In my last post, I talked about the parents in How To Train Your Dragon. Normally I wouldn’t discuss a film more than once, but a story in today’s Toronto Star noted that this film has returned to the number 1 position in the most recent box office tallies, outperforming J Lo, Steve Carell and Tina Fey, and others.

So I’m talking about the film again. This time, I will look more closely at the female characters.

My last post covered the absent mother. The lead male’s mother, Valhallarama, was alive and well in the print version of the story on which the film is based, but somewhere between book and screenplay she was killed off.

This disposable mother trope (as it was called by a writer at the Hathor Legacy) is a familiar one in children’s films. Valhallarama joins: the drowned mother from Ice Age; Remy’s non-existent mother and Linguini’s dead mother from Ratatouille; Nemo’s mother who became lunch for a barracuda in Finding Nemo; Po’s unmentioned mother in Kung Fu Panda; and Flint’s deceased mother from Cloudy with a Chance of Meatballs, to name just a few. There is also the very popular Anakin Skywalker who first lost his mother in 1999’s Star Wars: Episode 1—The Phantom Menace. His story has been re-introduced to a new generation of boys through the animated Star Wars: The Clone Wars film and television series.

In the case of How to Train Your Dragon, one could argue that the producers compensated for the lost mother by adding female character Astrid, a young woman enrolled in dragon hunting class with lead male, Hiccup.

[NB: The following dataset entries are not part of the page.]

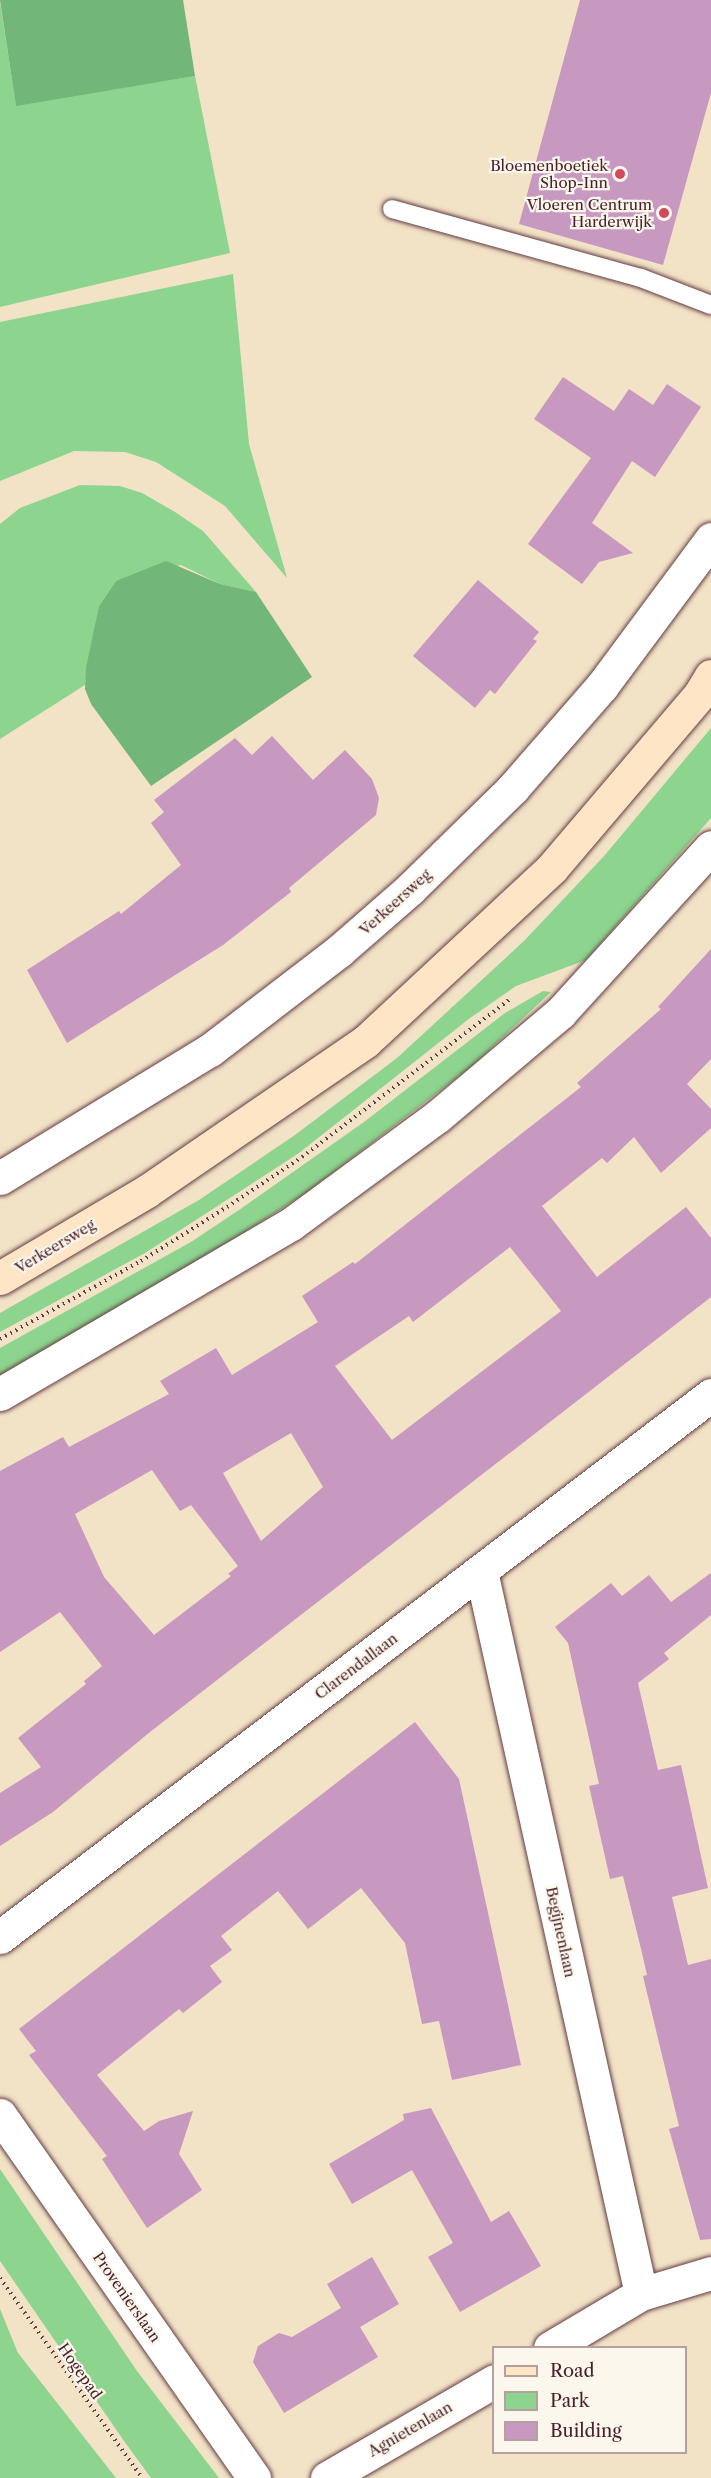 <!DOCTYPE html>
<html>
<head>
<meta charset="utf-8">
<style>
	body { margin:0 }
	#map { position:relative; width:711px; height:2478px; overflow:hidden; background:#f2e2c6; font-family:"Libre Caslon Text",serif }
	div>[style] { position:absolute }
	.green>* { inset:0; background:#8dd48e }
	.forest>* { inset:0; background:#72b679 }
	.building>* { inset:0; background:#c798c0 }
	.path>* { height:4px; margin-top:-2px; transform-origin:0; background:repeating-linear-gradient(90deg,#633c42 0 1.5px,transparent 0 6px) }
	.roads { filter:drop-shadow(0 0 2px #633c42) drop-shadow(0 0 2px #633c42) }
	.lane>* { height:18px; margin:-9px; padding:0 9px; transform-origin:9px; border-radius:9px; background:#fff }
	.street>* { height:33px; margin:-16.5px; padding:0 16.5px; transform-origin:16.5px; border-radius:16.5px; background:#fff }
	.secondary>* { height:33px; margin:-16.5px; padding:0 16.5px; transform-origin:16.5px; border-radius:16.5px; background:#fde5c5 }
	.dots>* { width:16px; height:16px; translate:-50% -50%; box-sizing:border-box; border:3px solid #fbf7ec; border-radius:50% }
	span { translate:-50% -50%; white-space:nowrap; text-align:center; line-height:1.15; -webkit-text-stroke:4.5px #fbf7ec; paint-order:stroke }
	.poi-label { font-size:15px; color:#4a1f2b }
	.right { translate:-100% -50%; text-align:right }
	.street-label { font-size:15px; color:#4a1f2b }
	.legend { position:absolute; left:492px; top:2346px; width:195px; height:108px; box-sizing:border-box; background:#fbf7ec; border:2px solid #b4a19f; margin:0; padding:8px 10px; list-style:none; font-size:18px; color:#4a1f2b }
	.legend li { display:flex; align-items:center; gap:12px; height:30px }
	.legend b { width:30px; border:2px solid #b4a19f }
</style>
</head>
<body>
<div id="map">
	<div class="green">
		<i style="clip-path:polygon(0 2px,16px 105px,195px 76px,230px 253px,0 307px)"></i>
		<i style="clip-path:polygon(233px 274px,249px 444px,287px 578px,225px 506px,156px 462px,125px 452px,74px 451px,0 481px,0 322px)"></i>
		<i style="clip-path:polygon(80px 485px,120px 486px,142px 493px,175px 512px,203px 531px,256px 592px,220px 584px,181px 565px,116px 581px,99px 606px,85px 685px,0 739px,0 524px,20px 508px)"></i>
		<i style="clip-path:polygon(711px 728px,711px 818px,586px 960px,516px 986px,470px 1018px,299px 1153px,145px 1253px,0 1332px,0 1313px,199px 1200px,295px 1135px,397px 1058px,524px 941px,605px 855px)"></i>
		<i style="clip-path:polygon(543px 991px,551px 992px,471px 1067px,306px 1193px,190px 1267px,0 1376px,0 1348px,191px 1242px,239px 1210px,364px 1122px,505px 1013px)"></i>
		<i style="clip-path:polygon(0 2169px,137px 2371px,219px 2478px,151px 2478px,124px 2441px,0 2261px)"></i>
		<i style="clip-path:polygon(0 2309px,18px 2353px,116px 2478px,0 2478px)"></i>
	</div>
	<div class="forest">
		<i style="clip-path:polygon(0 0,183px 0,195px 76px,16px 106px)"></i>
		<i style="clip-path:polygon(166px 561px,220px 584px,256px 592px,312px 677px,151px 786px,91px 704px,85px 689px,86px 668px,99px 606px,116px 581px)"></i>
	</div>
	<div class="building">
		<i style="clip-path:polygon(580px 0,711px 0,711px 93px,663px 265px,519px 224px)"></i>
		<i style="clip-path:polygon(563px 377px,614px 411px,629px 389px,653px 405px,667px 384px,701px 407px,655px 477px,632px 461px,592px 523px,633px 553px,599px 562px,582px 584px,528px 544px,591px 458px,534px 419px)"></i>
		<i style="clip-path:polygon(478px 580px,539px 632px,533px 639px,537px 641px,495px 694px,490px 690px,475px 708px,413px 656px)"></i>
		<i style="clip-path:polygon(272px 736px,313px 780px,345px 750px,372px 779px,379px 798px,376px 815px,289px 888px,291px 892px,223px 945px,67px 1043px,27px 970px,119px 911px,121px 914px,181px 865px,151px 823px,164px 812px,154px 800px,235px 738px,252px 755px)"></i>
		<i style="clip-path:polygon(evenodd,711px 949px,711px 1059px,687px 1084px,711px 1109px,711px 1128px,661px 1173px,634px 1137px,607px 1163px,602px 1158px,542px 1206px,597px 1277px,686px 1207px,711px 1238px,711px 1297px,150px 1732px,53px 1812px,0 1846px,0 1793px,41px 1767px,18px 1738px,86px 1684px,84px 1681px,102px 1666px,60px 1612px,0 1652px,0 1471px,63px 1437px,69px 1447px,169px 1394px,160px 1381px,216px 1348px,232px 1375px,318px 1322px,302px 1296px,353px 1262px,355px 1264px,581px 1087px,577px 1083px,661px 1009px,658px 1007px,711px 949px,510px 1247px,561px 1311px,392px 1440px,335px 1366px,409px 1316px,413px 1322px,510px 1247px,711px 949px,291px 1433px,323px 1487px,261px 1541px,223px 1473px,291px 1433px,711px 949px,152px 1470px,180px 1511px,191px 1505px,238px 1566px,228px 1574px,231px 1576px,154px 1635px,104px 1577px,75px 1514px,152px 1470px)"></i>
		<i style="clip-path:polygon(711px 1573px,711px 1615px,664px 1653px,669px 1659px,638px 1683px,658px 1770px,681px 1765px,708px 1888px,672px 1897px,688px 1965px,711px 1959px,711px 2239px,700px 2240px,669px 2129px,679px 2126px,643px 1976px,647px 1975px,642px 1953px,623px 1876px,610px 1879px,589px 1786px,599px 1784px,568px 1643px,555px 1627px,611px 1583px,622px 1596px,649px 1575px,671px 1602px)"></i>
		<i style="clip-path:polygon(415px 1722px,459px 1779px,521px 2065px,452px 2080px,439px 2021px,422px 2024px,405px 1943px,361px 1888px,308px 1929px,278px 1891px,221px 1936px,232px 1950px,210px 1966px,222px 1982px,183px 2013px,179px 2009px,97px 2075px,144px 2131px,159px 2121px,193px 2111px,179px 2154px,202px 2190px,147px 2228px,102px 2159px,107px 2156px,29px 2055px,36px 2051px,19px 2029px)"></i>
		<i style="clip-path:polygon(431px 2108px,491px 2222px,509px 2211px,541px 2266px,460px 2312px,428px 2257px,453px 2243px,412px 2170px,352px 2204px,329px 2164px,404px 2120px,403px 2114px)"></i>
		<i style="clip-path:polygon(372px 2257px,399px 2304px,360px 2327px,378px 2357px,284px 2413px,253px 2362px,258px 2346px,279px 2333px,292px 2337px,341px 2308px,327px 2284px)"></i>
	</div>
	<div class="path">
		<i style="left:0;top:1339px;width:161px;rotate:-29deg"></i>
		<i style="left:141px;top:1261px;width:102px;rotate:-32.1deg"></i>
		<i style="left:227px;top:1207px;width:90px;rotate:-33.7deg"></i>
		<i style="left:302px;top:1157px;width:261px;rotate:-37.2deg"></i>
		<i style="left:0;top:2278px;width:245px;rotate:54.6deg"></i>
	</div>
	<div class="roads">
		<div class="lane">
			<i style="left:392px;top:209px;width:258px;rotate:15.5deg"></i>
			<i style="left:641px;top:278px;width:75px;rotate:21.1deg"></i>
		</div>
		<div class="street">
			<i style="left:0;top:1178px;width:246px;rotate:-31.4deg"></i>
			<i style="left:210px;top:1050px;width:163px;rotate:-37.5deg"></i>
			<i style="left:339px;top:951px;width:94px;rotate:-41.1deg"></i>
			<i style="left:410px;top:889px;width:144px;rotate:-44.4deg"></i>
			<i style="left:513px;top:788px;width:135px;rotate:-48.9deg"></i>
			<i style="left:602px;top:686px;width:183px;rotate:-53.4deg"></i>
			<i style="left:0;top:1394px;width:337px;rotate:-30.3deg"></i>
			<i style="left:291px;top:1224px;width:182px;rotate:-36.3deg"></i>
			<i style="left:438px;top:1116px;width:160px;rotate:-40.2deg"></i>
			<i style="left:560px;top:1013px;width:224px;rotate:-47.7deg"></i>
			<i style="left:481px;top:1571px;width:740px;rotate:77.52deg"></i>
			<i style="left:0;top:1937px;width:894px;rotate:-37.32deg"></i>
			<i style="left:0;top:2115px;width:443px;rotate:55deg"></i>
			<i style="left:550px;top:2348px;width:106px;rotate:-30.7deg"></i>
			<i style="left:641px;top:2294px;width:73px;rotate:-16.7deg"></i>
			<i style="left:327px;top:2478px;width:193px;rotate:-30.1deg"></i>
		</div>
		<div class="secondary">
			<i style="left:0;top:1278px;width:171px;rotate:-30.6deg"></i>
			<i style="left:147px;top:1191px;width:265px;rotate:-34.4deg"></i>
			<i style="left:366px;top:1041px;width:254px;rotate:-42.9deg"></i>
			<i style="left:552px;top:868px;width:228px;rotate:-49.6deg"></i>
			<i style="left:700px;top:694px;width:21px;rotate:-59deg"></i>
		</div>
	</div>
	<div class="dots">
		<i style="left:620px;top:174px;background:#d1495b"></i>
		<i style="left:664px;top:213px;background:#d1495b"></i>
	</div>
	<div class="poi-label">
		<span class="right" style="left:608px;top:174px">Bloemenboetiek<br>Shop-Inn</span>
		<span class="right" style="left:652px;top:213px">Vloeren Centrum<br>Harderwijk</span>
	</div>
	<div class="street-label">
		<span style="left:395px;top:902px;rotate:-42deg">Verkeersweg</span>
		<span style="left:55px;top:1246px;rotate:-31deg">Verkeersweg</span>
		<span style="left:356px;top:1666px;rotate:-37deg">Clarendallaan</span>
		<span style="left:561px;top:1932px;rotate:78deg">Begijnenlaan</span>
		<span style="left:127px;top:2297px;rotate:55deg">Provenierslaan</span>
		<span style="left:80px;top:2371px;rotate:55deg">Hogepad</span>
		<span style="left:410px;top:2429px;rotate:-30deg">Agnietenlaan</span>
	</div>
	<ul class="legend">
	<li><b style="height:8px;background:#fde5c5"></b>Road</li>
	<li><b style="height:16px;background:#8dd48e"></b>Park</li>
	<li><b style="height:16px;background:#c798c0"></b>Building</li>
	</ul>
</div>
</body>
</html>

There has been criticism over the years about the lack of female characters in films aimed at boys or mixed audiences. It seems producers have gotten the message and have begun adding girls to these films. While their presence is a good thing, their presentation leaves a lot to be desired. Astrid is just one case in point.

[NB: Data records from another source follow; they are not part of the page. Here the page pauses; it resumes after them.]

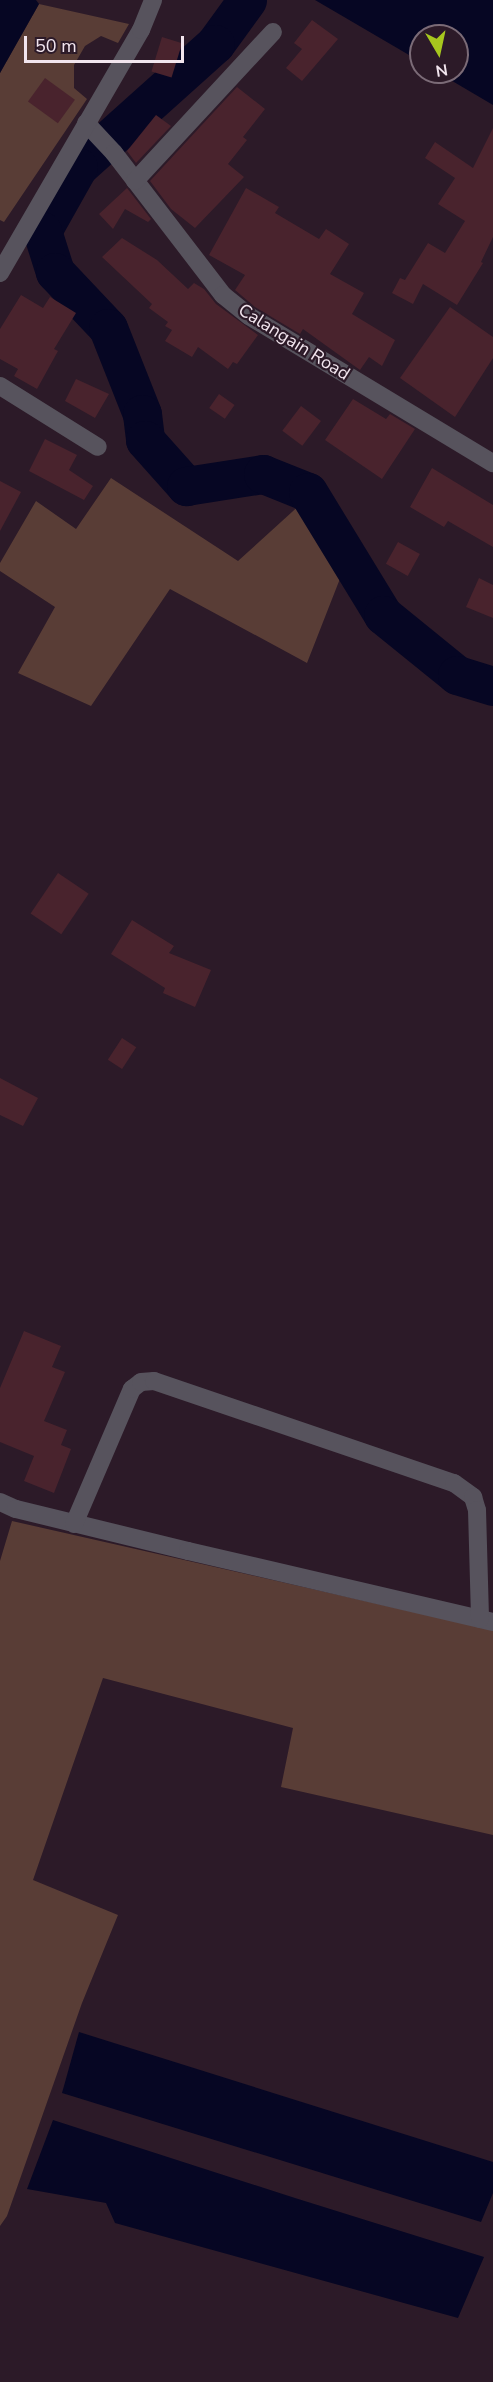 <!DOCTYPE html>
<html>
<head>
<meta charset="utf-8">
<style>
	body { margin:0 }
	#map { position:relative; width:493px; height:2382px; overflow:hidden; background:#2c1a28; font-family:"Nunito Sans",sans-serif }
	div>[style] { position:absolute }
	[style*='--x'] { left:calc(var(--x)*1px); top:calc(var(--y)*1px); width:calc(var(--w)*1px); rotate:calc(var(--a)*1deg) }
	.green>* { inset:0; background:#593d36 }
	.water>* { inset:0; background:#060623 }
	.river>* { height:39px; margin:-19.5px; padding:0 19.5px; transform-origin:19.5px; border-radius:19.5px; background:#060623 }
	.building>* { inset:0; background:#49232d; transform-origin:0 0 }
	.minor>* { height:18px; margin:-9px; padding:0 9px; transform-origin:9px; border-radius:9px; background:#57535d }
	span { translate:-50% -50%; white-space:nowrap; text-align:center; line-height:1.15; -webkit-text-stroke:4.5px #2c1a28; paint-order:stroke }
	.street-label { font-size:18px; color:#f2e5ee }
	.north { position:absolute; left:409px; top:24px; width:60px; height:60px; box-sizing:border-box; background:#2c1a28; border:2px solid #7b6b77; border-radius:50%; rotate:171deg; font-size:16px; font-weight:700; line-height:24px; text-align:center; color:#f2e5ee }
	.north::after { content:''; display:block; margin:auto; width:21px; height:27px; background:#a7c71e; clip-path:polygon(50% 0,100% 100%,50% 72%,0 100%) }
	.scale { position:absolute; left:24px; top:36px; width:160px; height:27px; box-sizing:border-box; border:3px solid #f2e5ee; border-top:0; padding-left:8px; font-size:18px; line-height:21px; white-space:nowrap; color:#f2e5ee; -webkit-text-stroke:4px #2c1a28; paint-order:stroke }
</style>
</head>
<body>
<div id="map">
	<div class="green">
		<div style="clip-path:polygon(39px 4px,129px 24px,118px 43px,101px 36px,85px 46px,74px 65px,74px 88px,87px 99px,4px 222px,0 220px,0 73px)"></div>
		<div style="clip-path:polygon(111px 478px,238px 561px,303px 502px,343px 571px,307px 663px,170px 589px,91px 706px,18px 673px,55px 607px,0 571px,0 563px,36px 501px,76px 529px)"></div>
		<div style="clip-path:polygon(12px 1521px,493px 1630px,493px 1835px,281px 1787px,293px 1728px,103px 1678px,33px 1880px,118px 1915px,82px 2003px,7px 2216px,0 2226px,0 1561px)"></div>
	</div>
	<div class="water">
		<div style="clip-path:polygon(0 0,36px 0,39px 4px,0 73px)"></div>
		<div style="clip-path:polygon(315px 0,493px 0,493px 105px,437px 72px,457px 72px,457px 36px,421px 36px,421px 62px)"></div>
		<div style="clip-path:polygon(79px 2032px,493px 2162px,493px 2193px,481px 2222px,62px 2093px)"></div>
		<div style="clip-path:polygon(53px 2120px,295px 2198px,484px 2257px,458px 2318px,115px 2223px,106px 2203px,27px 2189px)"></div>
	</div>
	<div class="river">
		<div style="--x:247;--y:0;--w:54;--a:126"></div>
		<div style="--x:215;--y:44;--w:184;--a:138.1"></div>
		<div style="--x:78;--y:167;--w:73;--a:119.4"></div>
		<div style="--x:42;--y:231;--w:43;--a:72.4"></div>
		<div style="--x:55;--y:272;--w:77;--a:46.6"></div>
		<div style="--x:108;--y:328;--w:92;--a:68.4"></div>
		<div style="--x:142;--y:414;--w:26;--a:83"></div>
		<div style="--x:145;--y:440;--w:62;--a:48.3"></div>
		<div style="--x:186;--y:486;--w:78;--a:-8.9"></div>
		<div style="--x:263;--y:474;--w:48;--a:21.8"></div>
		<div style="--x:308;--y:492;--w:144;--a:58.6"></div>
		<div style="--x:383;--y:615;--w:95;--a:39"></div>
		<div style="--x:457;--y:675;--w:38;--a:17"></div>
	</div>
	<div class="building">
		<div style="clip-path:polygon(312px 20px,338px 39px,302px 81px,286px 68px,302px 49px,294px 43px)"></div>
		<div style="left:162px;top:37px;width:21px;height:36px;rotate:17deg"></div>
		<div style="left:45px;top:78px;width:37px;height:29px;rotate:36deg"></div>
		<div style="clip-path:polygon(237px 87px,265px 109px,243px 137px,247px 140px,228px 164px,244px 177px,195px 228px,171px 209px,150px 181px)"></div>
		<div style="clip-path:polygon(156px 115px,171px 126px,136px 163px,127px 151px)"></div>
		<div style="clip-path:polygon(493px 128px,493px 237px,481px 262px,483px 263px,457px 305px,423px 284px,413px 304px,392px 293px,400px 278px,405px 280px,428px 243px,445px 253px,465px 221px,438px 204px,455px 178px,425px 158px,435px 142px,473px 168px)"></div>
		<div style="clip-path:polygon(127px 188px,151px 219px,148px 222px,125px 209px,113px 229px,99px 214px)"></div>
		<div style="clip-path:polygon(246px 188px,279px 207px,275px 213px,319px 239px,326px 229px,349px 244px,330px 274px,364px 293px,352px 314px,395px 340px,382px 366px,369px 357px,360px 370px,303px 329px,300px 334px,255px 307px,235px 290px,245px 275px,209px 255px)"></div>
		<div style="clip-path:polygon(122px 238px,157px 260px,188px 289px,194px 283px,204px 289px,216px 304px,258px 335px,237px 364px,233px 362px,228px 369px,198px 347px,192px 357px,165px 341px,172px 330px,165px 326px,168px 322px,149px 308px,152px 304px,102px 257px)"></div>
		<div style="clip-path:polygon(21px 295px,43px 308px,50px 297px,76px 313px,54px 349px,58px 351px,37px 389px,14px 376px,18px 369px,0 359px,0 329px)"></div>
		<div style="clip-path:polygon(450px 307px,493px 337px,493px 358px,455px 417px,400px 378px)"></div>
		<div style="clip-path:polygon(76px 379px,109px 394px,95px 418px,65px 401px)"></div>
		<div style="left:219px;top:394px;width:19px;height:17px;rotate:35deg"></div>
		<div style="clip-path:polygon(353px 399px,386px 419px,390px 414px,415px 429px,382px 479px,325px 440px)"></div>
		<div style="left:301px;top:406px;width:25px;height:31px;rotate:37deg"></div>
		<div style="clip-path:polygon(45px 439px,77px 455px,69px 470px,93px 486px,84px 500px,29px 471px)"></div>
		<div style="clip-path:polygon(432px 468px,493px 505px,493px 547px,448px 521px,444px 527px,410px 507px)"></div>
		<div style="clip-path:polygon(0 481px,21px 492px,0 531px)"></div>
		<div style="left:398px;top:542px;width:25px;height:25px;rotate:29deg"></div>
		<div style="clip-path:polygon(479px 578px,493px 585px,493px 618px,466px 607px)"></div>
		<div style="left:58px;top:873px;width:37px;height:49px;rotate:34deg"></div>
		<div style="clip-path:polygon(132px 920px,174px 946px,169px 953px,211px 970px,195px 1007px,163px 993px,165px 988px,111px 954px)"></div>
		<div style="left:122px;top:1038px;width:17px;height:26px;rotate:33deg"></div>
		<div style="clip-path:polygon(0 1078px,38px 1098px,23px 1126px,0 1115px)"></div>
		<div style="clip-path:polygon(24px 1331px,61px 1346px,52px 1367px,65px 1372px,44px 1421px,67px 1430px,61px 1445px,71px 1449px,54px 1493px,24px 1481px,34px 1456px,0 1442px,0 1388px)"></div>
	</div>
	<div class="minor">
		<div style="--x:86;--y:123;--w:41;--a:47"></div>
		<div style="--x:114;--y:153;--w:179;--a:52.5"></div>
		<div style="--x:223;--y:295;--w:33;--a:39"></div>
		<div style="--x:249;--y:316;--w:285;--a:31.1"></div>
		<div style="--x:135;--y:181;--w:203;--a:-47.2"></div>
		<div style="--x:0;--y:273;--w:281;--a:-59.9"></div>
		<div style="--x:141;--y:30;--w:32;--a:-68"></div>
		<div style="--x:0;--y:386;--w:115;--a:31.9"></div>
		<div style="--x:0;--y:1502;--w:17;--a:24"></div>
		<div style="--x:16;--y:1509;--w:177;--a:13.7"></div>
		<div style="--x:188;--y:1551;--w:313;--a:13.1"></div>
		<div style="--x:74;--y:1524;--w:147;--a:-66.8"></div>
		<div style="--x:132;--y:1389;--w:11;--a:-38"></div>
		<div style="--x:141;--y:1382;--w:13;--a:-4"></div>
		<div style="--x:154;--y:1381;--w:317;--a:18.8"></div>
		<div style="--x:454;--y:1483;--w:24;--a:36"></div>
		<div style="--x:473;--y:1497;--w:14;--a:73"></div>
		<div style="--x:477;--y:1510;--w:109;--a:88.4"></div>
	</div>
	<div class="street-label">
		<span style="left:294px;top:342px;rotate:32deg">Calangain Road</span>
	</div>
	<div class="north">N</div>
	<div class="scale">50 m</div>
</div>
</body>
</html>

There seem to be two extremes in the way female characters are depicted. On the one hand, we have the women who are articulate, smart, brave and decidedly maternal, like Ellie from Ice Age 3 and Sally from Cars. Then there are the ass kickers—the women whose equality is demonstrated by their ability to be angry and belligerent in the same way as the boys. Astrid falls into the latter category. She scowls, speaks aggressively and even beats up Hiccup.

The ass kickers are, of course, beautiful, and seen as such by the males. Witness the enormous crush that Hiccup has on Astrid.

I love seeing more females in kids’ films, but I have to ask if characters like Astrid represent real progress. By making Astrid an object of desire, the producers are diminishing her “tough” side. They are giving with one hand (by making her strong) and taking away with the other (by objectifying her).

The message here seems to be that females need to become more stereotypically male and resort to gratuitous violence to prove their strength while being be conventionally beautiful so they can, despite their “maleness”, be desirable and become love interests for the boys.

In other words, it’s okay for girls to be strong, but they’d better be pretty too if they want to get the guy. And getting the guy is what it’s all about, even for independent, intrepid Astrid.

In an amazing turnabout, this brave and fearless girl gets scared during her first dragon ride with Hiccup. As they are flying through the air, she finds comfort by wrapping her arms around the boy she once saw as a nerd. She then begins to see him in a new light and eventually falls for him. (The narrative arc for Samantha from last year’s Cloudy with a Chance of Meatballs is similar—she is off-the-charts brilliant, pretty, and thin, and ends up in love with male lead Flint.)

As this movie proves, it’s one step forward, two steps back for female characters. We move forward with every depiction of a strong female, but we move in the opposite direction each time they are depicted as babes or, in the case of mothers, removed altogether.